Below are the records. List every line holding the word "service".

-- Dataset follows --

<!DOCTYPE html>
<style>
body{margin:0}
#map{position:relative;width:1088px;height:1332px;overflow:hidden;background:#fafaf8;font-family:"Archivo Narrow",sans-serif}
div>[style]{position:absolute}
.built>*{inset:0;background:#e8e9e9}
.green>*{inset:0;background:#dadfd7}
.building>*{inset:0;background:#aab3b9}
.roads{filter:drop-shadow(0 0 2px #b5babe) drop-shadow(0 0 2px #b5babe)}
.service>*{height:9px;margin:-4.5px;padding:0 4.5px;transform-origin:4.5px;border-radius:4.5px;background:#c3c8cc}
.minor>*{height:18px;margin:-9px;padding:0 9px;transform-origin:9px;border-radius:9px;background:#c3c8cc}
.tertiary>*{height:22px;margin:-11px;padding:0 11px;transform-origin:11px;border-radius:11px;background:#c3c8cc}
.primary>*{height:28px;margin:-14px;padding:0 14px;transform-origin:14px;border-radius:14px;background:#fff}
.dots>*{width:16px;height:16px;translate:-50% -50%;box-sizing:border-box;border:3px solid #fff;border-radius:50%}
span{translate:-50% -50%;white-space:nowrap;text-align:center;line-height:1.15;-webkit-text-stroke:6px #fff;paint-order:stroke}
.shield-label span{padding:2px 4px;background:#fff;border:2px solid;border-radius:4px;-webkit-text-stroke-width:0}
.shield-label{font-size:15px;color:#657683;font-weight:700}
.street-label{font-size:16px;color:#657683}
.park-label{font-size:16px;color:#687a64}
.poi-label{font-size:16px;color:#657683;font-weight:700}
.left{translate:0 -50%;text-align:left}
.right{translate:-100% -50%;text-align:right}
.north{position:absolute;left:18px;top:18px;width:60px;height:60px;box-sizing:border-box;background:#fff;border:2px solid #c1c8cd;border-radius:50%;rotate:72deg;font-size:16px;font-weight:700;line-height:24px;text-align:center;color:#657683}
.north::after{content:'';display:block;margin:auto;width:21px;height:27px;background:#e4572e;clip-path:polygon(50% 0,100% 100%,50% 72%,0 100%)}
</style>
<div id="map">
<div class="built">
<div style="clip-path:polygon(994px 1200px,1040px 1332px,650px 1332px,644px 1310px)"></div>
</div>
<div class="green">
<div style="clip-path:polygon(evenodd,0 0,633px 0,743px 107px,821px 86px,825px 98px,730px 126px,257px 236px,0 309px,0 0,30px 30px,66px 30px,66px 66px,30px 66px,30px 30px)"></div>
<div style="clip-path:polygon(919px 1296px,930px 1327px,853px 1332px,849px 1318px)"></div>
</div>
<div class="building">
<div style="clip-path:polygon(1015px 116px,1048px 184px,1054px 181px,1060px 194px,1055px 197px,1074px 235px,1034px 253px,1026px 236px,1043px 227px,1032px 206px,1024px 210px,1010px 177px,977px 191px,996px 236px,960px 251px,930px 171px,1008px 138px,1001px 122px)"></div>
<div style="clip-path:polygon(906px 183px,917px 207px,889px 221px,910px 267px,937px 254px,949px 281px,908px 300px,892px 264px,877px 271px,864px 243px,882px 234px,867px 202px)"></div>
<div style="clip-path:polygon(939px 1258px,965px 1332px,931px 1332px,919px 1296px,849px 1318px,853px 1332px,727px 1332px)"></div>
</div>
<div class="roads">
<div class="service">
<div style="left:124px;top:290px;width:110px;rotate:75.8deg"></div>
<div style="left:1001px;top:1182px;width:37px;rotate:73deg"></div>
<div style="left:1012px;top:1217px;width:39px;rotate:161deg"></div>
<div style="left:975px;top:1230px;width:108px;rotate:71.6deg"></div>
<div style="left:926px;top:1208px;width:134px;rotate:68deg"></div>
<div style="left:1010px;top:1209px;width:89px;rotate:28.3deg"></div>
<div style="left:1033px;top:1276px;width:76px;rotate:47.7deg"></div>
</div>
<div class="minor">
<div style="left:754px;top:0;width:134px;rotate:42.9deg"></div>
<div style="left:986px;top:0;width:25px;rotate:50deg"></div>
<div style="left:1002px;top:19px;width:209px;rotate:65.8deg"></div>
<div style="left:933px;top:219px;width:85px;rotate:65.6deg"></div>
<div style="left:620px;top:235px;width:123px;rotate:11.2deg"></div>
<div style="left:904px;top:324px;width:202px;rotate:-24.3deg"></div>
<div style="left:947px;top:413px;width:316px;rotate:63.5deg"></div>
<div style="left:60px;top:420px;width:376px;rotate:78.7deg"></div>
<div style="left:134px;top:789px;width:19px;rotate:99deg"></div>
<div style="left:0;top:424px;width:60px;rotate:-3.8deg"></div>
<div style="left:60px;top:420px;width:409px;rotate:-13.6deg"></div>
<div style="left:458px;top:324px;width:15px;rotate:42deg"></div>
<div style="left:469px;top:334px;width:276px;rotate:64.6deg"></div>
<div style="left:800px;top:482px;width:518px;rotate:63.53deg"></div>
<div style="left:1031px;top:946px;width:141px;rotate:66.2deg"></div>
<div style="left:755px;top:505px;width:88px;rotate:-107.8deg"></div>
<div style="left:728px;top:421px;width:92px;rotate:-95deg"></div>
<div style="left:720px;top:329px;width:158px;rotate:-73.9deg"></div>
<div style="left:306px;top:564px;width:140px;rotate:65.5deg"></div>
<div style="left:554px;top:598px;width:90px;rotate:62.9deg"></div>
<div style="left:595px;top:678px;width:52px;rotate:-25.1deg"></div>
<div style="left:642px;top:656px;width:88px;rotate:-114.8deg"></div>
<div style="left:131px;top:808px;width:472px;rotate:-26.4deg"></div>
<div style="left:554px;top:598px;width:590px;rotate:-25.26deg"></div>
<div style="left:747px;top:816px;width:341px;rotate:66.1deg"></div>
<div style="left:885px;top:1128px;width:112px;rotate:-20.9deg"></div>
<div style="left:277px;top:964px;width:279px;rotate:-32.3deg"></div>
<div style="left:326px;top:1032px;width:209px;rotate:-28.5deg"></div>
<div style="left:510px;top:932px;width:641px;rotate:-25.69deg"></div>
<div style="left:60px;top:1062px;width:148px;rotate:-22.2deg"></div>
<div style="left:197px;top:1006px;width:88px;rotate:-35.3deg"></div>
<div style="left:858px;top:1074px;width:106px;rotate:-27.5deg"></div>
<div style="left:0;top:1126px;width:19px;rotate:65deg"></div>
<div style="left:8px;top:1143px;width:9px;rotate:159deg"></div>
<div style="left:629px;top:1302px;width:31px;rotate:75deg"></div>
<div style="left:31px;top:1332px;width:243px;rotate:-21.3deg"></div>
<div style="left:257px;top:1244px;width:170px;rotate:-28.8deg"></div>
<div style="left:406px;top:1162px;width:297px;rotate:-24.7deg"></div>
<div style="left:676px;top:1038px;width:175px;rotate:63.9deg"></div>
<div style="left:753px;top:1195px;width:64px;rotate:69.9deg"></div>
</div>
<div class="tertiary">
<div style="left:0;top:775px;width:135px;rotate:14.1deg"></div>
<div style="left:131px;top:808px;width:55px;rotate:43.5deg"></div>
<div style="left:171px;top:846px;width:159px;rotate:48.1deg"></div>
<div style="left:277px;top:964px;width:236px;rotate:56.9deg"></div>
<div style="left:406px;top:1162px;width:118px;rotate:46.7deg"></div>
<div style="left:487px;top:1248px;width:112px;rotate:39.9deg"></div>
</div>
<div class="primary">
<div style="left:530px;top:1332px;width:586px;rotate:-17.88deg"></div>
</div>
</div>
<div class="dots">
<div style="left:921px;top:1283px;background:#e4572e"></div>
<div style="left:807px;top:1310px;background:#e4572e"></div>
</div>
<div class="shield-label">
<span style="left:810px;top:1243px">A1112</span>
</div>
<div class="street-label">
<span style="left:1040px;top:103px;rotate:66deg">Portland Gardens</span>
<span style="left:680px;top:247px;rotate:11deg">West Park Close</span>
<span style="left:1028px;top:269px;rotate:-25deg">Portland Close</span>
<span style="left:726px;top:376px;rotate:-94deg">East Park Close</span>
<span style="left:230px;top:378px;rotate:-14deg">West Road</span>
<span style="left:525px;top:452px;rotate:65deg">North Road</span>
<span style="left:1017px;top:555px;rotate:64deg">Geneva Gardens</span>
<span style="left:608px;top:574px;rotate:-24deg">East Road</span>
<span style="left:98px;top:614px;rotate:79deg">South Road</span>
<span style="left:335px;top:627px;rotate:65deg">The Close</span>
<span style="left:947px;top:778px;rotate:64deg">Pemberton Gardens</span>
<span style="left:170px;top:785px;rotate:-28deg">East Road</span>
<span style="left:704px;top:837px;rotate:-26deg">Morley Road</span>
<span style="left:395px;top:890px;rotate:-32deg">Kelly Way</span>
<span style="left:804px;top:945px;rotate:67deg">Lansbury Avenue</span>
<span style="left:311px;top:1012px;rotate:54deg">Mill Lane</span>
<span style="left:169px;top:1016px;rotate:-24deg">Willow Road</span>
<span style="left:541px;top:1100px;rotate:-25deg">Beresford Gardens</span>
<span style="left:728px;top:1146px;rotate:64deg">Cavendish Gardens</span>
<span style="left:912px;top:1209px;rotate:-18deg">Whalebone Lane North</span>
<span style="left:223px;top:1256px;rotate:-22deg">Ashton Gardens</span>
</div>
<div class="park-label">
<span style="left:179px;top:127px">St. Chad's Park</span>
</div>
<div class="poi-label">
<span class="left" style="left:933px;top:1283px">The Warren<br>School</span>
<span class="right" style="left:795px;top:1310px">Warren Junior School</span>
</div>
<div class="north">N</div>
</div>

-- Dataset concluded --

Answer box:
.service>*{height:9px;margin:-4.5px;padding:0 4.5px;transform-origin:4.5px;border-radius:4.5px;background:#c3c8cc}
<div class="service">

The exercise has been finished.